■ Work item ■
For each record below, retype the text exactly and omit any image.

○ ○ ○ ○ ○ ○ ○

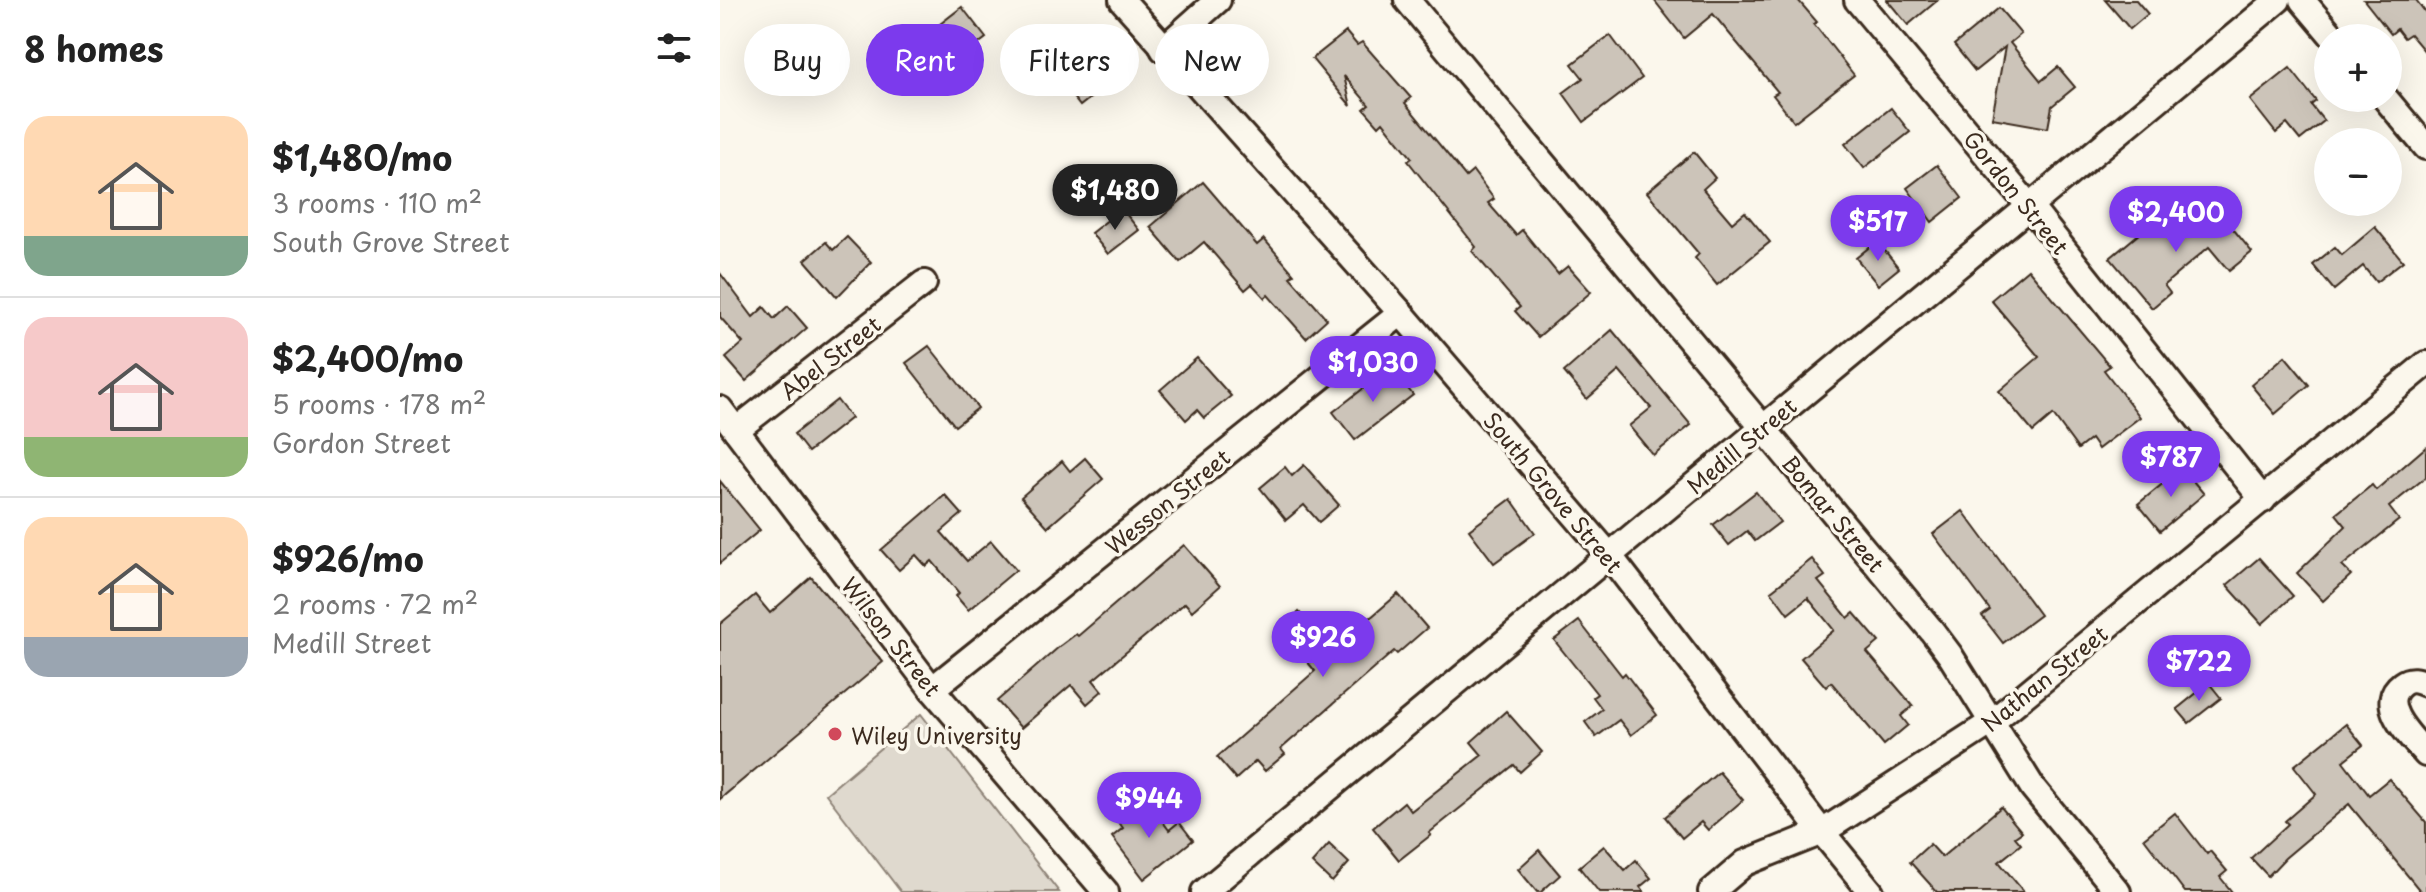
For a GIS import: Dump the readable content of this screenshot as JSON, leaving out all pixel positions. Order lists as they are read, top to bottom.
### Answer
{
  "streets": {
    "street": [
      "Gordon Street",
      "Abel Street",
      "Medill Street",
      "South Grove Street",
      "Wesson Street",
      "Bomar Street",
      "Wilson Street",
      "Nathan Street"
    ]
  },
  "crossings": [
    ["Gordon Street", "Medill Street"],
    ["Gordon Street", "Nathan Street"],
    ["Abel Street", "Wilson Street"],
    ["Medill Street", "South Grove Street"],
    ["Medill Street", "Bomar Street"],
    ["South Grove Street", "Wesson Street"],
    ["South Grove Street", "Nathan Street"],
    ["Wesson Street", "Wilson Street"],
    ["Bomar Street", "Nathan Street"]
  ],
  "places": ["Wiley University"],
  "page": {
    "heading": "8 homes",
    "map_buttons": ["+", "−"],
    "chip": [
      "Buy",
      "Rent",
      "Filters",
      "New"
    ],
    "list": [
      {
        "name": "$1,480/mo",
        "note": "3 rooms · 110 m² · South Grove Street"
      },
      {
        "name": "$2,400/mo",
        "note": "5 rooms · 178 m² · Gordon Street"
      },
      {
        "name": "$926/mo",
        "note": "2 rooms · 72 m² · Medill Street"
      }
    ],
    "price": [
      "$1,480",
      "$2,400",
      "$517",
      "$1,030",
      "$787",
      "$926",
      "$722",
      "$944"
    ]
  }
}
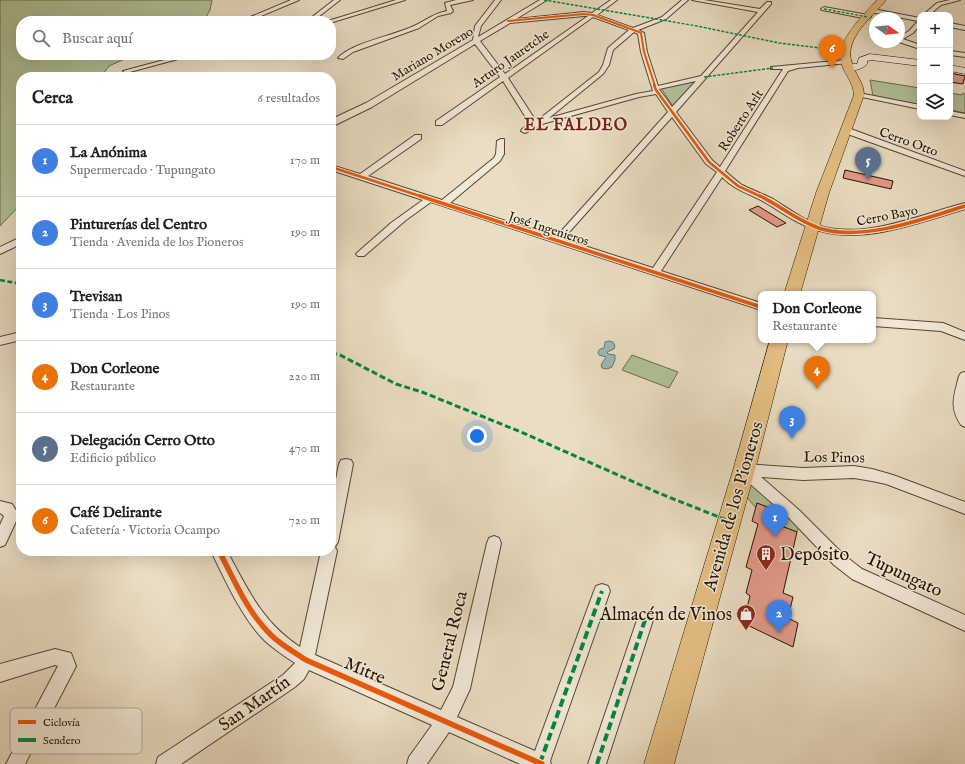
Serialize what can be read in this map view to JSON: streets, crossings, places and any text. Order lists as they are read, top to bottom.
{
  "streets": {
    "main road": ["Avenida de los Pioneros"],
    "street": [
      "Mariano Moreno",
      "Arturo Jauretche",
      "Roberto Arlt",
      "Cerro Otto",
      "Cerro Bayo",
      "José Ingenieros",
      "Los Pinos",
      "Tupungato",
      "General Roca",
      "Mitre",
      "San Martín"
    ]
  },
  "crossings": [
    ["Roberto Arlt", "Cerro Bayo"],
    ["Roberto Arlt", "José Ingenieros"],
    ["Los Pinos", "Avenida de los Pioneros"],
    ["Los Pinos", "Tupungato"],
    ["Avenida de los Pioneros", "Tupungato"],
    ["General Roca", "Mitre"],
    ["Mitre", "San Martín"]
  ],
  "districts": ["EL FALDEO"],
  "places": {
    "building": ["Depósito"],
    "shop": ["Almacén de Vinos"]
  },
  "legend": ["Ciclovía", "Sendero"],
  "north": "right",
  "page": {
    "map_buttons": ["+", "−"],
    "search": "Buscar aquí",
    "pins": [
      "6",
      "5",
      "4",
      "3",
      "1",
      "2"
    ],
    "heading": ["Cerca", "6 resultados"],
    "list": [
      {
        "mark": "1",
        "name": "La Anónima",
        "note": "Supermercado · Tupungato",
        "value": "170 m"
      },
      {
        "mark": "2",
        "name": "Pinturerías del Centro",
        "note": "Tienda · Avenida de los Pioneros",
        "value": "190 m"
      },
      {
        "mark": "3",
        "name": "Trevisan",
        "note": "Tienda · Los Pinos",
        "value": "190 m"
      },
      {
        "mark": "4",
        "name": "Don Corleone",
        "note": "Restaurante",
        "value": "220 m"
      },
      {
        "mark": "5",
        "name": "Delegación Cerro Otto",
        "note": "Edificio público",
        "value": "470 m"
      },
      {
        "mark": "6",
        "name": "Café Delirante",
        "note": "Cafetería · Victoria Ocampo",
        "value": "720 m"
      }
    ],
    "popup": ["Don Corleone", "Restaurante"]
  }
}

○ ○ ○ ○ ○ ○ ○

■ Solution for this exercise ■
For a GIS import: Dump the readable content of this screenshot as JSON, leaving out all pixel positions. Order lists as they are read, top to bottom.
### Answer
{
  "streets": {
    "street": [
      "Gordon Street",
      "Abel Street",
      "Medill Street",
      "South Grove Street",
      "Wesson Street",
      "Bomar Street",
      "Wilson Street",
      "Nathan Street"
    ]
  },
  "crossings": [
    ["Gordon Street", "Medill Street"],
    ["Gordon Street", "Nathan Street"],
    ["Abel Street", "Wilson Street"],
    ["Medill Street", "South Grove Street"],
    ["Medill Street", "Bomar Street"],
    ["South Grove Street", "Wesson Street"],
    ["South Grove Street", "Nathan Street"],
    ["Wesson Street", "Wilson Street"],
    ["Bomar Street", "Nathan Street"]
  ],
  "places": ["Wiley University"],
  "page": {
    "heading": "8 homes",
    "map_buttons": ["+", "−"],
    "chip": [
      "Buy",
      "Rent",
      "Filters",
      "New"
    ],
    "list": [
      {
        "name": "$1,480/mo",
        "note": "3 rooms · 110 m² · South Grove Street"
      },
      {
        "name": "$2,400/mo",
        "note": "5 rooms · 178 m² · Gordon Street"
      },
      {
        "name": "$926/mo",
        "note": "2 rooms · 72 m² · Medill Street"
      }
    ],
    "price": [
      "$1,480",
      "$2,400",
      "$517",
      "$1,030",
      "$787",
      "$926",
      "$722",
      "$944"
    ]
  }
}
Serialize what can be read in this map view to JSON: streets, crossings, places and any text. Order lists as they are read, top to bottom.
{
  "streets": {
    "main road": ["Avenida de los Pioneros"],
    "street": [
      "Mariano Moreno",
      "Arturo Jauretche",
      "Roberto Arlt",
      "Cerro Otto",
      "Cerro Bayo",
      "José Ingenieros",
      "Los Pinos",
      "Tupungato",
      "General Roca",
      "Mitre",
      "San Martín"
    ]
  },
  "crossings": [
    ["Roberto Arlt", "Cerro Bayo"],
    ["Roberto Arlt", "José Ingenieros"],
    ["Los Pinos", "Avenida de los Pioneros"],
    ["Los Pinos", "Tupungato"],
    ["Avenida de los Pioneros", "Tupungato"],
    ["General Roca", "Mitre"],
    ["Mitre", "San Martín"]
  ],
  "districts": ["EL FALDEO"],
  "places": {
    "building": ["Depósito"],
    "shop": ["Almacén de Vinos"]
  },
  "legend": ["Ciclovía", "Sendero"],
  "north": "right",
  "page": {
    "map_buttons": ["+", "−"],
    "search": "Buscar aquí",
    "pins": [
      "6",
      "5",
      "4",
      "3",
      "1",
      "2"
    ],
    "heading": ["Cerca", "6 resultados"],
    "list": [
      {
        "mark": "1",
        "name": "La Anónima",
        "note": "Supermercado · Tupungato",
        "value": "170 m"
      },
      {
        "mark": "2",
        "name": "Pinturerías del Centro",
        "note": "Tienda · Avenida de los Pioneros",
        "value": "190 m"
      },
      {
        "mark": "3",
        "name": "Trevisan",
        "note": "Tienda · Los Pinos",
        "value": "190 m"
      },
      {
        "mark": "4",
        "name": "Don Corleone",
        "note": "Restaurante",
        "value": "220 m"
      },
      {
        "mark": "5",
        "name": "Delegación Cerro Otto",
        "note": "Edificio público",
        "value": "470 m"
      },
      {
        "mark": "6",
        "name": "Café Delirante",
        "note": "Cafetería · Victoria Ocampo",
        "value": "720 m"
      }
    ],
    "popup": ["Don Corleone", "Restaurante"]
  }
}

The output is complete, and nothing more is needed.